论文作者谌强在ReadPaper网站上有解读,推荐大家阅读:https://readpaper.com/paper/669120545282228224
1、研究动机
该论文旨在解决基于局部窗口的自注意力(local-window Self-attention)在视觉任务上应用存在的两个问题:(1)感受野受限;(2)通道维度上的建模能力较弱。
对于局部窗口的注意力,已经有一些解决方案:HaloNet和Focal Transformer使用Expanding的方式来扩大感受野;Swin Transformer采用Shift操作来扩大感受野;Shuffle Transformer则引入Shuffle操作来完成局部窗口之间的交互。
这个论文有两个贡献:
- 通过平行分支设计(parallel design),将局部自注意力(local-window Self-attention)与通道分离卷积(depth-wise Convolution)进行结合,融合了局部窗口的信息,扩大了感受野。
- 根据不同分支上操作共享参数的维度不同,在平行分支之间,该文提出双向交互模块(bi-directional interaction),融合不同维度信息,增强模型在各个维度的建模能力。
2、主要方法
论文的核心是提出了一个 mixing block,结构如下图所示。核心是将CNN与local window attention 并行,中间设计了双向特征交互。
双向特征交互的细节如下图所示,本质就是应用SENet生成权重,给另外分支特征加权。值得注意的是,DwConv分支是给Channel维度分配权重,W-Attention分支是给 HW维度分配权重。
作者使用的网络架构如下图所示,最后作者使用FC层将特征转为H/32 x W/32 x 1280,最后转化为 classification head,最后全连接到分类类别。
实验部分不再多介绍了,可以参考作者论文。
3、一些思考
这个论文思想非常简单,但是DwConv模块和 Attention 模块可以并行可以串行,这个作者在 附加材料里面有考虑。
此外,附加材料里的 discussion with related works 非常有趣,提到了很多类似的工作:
In MixFormer, we consider two types of information exchanges: (1) across dimensions, (2) across windows.
- For the first type, Conformer [39] also performs information exchange between a transformer branch and a convolution branch. While its motivation is different from ours. Conformer aims to couple local and global features across convolution and transformer branches. MixFormer uses channel and spatial interactions to address the weak modeling ability issues caused by weight sharing on the channel (local-window self-attention) and the spatial (depth-wise convolution) dimensions [17].
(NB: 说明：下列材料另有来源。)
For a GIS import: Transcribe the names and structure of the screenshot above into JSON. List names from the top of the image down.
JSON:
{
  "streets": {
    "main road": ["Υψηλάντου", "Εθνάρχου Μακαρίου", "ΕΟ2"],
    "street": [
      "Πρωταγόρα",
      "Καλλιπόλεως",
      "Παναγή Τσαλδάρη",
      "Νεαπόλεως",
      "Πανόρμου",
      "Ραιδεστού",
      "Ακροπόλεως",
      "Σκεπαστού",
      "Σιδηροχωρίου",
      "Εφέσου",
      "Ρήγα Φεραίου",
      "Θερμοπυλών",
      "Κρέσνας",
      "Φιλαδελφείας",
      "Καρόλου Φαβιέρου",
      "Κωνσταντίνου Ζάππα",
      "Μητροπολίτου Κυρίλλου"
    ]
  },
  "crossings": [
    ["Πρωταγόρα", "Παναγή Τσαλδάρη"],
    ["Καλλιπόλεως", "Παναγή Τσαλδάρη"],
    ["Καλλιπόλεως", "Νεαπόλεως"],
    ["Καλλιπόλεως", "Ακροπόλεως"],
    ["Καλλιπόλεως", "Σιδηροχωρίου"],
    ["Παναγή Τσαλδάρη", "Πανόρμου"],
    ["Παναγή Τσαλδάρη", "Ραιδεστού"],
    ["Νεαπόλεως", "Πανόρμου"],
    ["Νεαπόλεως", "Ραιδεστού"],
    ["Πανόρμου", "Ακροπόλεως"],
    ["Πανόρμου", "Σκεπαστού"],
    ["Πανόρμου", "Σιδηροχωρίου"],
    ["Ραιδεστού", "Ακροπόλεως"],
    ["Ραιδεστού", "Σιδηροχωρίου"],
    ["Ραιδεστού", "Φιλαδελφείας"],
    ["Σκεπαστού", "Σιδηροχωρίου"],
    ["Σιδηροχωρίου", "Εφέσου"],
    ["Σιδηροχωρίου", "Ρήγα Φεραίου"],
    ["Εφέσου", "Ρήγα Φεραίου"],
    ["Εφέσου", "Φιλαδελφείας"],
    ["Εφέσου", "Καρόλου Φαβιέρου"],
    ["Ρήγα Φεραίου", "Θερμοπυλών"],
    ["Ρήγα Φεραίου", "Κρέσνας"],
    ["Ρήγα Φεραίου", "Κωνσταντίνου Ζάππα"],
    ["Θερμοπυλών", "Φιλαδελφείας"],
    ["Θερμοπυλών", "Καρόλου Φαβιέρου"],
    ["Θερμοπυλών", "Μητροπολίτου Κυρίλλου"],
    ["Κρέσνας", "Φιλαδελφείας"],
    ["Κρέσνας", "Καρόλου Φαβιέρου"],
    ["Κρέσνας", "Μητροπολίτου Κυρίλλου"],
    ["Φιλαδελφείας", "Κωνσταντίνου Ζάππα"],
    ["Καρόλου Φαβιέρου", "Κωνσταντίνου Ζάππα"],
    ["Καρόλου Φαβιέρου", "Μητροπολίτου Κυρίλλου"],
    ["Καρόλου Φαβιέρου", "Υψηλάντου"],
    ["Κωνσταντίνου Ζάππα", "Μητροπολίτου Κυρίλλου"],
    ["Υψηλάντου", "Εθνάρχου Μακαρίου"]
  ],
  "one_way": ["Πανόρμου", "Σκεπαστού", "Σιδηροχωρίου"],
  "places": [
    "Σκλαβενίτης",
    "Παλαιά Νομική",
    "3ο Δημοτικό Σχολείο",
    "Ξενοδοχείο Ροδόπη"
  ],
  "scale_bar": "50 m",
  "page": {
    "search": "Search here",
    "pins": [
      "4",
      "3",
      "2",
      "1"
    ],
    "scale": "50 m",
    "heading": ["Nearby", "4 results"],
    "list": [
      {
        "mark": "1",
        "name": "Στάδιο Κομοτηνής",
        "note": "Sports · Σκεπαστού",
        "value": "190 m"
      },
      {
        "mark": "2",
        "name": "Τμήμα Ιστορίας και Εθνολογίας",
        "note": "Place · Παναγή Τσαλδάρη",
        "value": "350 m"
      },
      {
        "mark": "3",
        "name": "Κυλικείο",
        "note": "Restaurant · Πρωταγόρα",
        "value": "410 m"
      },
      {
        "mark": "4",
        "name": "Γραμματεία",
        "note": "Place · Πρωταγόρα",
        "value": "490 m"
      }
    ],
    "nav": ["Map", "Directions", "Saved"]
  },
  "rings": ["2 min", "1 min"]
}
- For the second type, Twins (strided convolution + global sub-sampled attention) [6] and Shuffle Transformer (neighbor-window connection (NWC) + random spatial shuffle) [26] construct local and global connections to achieve information exchanges, MSG Transformer (channel shuffle on extra MSG tokens) [12] applies global connection. Our MixFormer achieves this goal by concatenating the parallel features: the non-overlapped window feature and the local-connected feature (output of the dwconv3x3).